Benefits are usually pretty visible so you can easily calculate the pros and cons and figure out what your want. But you might want to check your math again. These benefits may not be as truthful as you want. Many benefits take time to kick in, which means transferring jobs may leave you and your family without things like health insurance. Get sick or hurt in this moment and it could get expensive.
Other benefits require an upfront cost. Some companies might be willing to pay you back for that, but not all. And if you can expect a return on the cost, how long will that take? If you add in the cost of moving and travel, this upfront hit could knock your socks off.
Some jobs have a very clear cut schedule for the position; 9 to 5, five days a week. It’s never more, it’s never less. But most positions you find will be more ambiguous. You should expect your dream job might, at some point, require extra time by working late, working weekends, working holidays, working with little notice, or even doing some work from home.
A very popular Search Engine has this as a part of their culture. Working an absurd amount of hours is simply what they do. If you want to work there, the expectation is you’ll work a lot of hours. Most jobs will offer compensation for this, beyond pay, but that might not be worth it.
For some, working a ton might just be fine. For others, like those of you with committed hobbies or families, this may not be possible. I, personally, rejected an otherwise great offer from this Search Engine so I could maintain a healthy family balance, because that is paramount to me. And I knew, with time, I could find the same income for a similar role at a company that supports a better work/life balance.
Maybe soul is the wrong word here, but I think it fits. A new position that comes with better pay, less hours, and more benefits can be a dream come true. But what if the position takes more than just your time, what if it takes your soul?
We live in a world where we can see the interest of the people we work with and the companies themselves. Maybe this position is a clear upgrade, but what if your company represents people or ideologies that you are strictly against? Every single day you will know that you are, in part, fueling something you do not believe in. How much of this can you handle? How will you feel at the end of the year? Maybe a position at a company you truly believe in is worth more than a few thousand dollars at the end of the year. Only you can know for sure.
This is one of the biggest hidden costs for any position. Your sanity is not replaceable. Your sanity, your happiness, your enjoyment of life does not have a price tag attached. Being happy at work is being happy at life, it does not matter the job or career. While money is important, it is nothing compared to happiness.

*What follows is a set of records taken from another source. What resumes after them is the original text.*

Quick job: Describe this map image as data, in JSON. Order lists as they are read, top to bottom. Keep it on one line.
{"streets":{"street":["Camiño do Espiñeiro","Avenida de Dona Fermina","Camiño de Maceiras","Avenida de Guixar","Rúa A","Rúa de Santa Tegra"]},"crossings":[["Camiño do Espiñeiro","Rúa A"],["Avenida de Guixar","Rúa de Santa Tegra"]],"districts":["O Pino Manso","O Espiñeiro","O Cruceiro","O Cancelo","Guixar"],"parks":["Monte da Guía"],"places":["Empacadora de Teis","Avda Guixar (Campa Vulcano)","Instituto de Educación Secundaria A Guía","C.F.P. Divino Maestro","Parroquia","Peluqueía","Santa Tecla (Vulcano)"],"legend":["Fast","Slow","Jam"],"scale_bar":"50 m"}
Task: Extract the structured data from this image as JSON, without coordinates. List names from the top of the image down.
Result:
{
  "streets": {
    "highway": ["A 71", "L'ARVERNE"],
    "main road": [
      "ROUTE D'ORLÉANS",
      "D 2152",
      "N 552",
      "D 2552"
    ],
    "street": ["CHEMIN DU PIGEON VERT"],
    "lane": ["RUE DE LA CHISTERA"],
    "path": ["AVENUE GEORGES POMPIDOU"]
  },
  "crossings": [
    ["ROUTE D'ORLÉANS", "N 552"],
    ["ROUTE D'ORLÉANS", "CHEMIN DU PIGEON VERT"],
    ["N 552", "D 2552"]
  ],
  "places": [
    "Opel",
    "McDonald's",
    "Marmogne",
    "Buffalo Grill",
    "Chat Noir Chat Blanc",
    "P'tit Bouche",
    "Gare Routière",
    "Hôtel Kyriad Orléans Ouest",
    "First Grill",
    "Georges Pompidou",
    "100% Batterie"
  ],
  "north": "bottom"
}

Before you apply to a position, really delve deep into the job. Does it require you to perform duties that you’re not comfortable with? Will it slowly drive you mad? Sometimes you won’t know right away. Maybe it’s co-workers or maybe you thought you could handle something that is just too much for you. But sometimes you’ll see the sanity cost right next to the salary. And sometimes one will be too high to warrant the other.
These 5 Hidden Job costs must be carefully considered before you apply to any position. Each alone can turn a great opportunity into something you should pass on. All of them together can turn a dream job into a nightmare.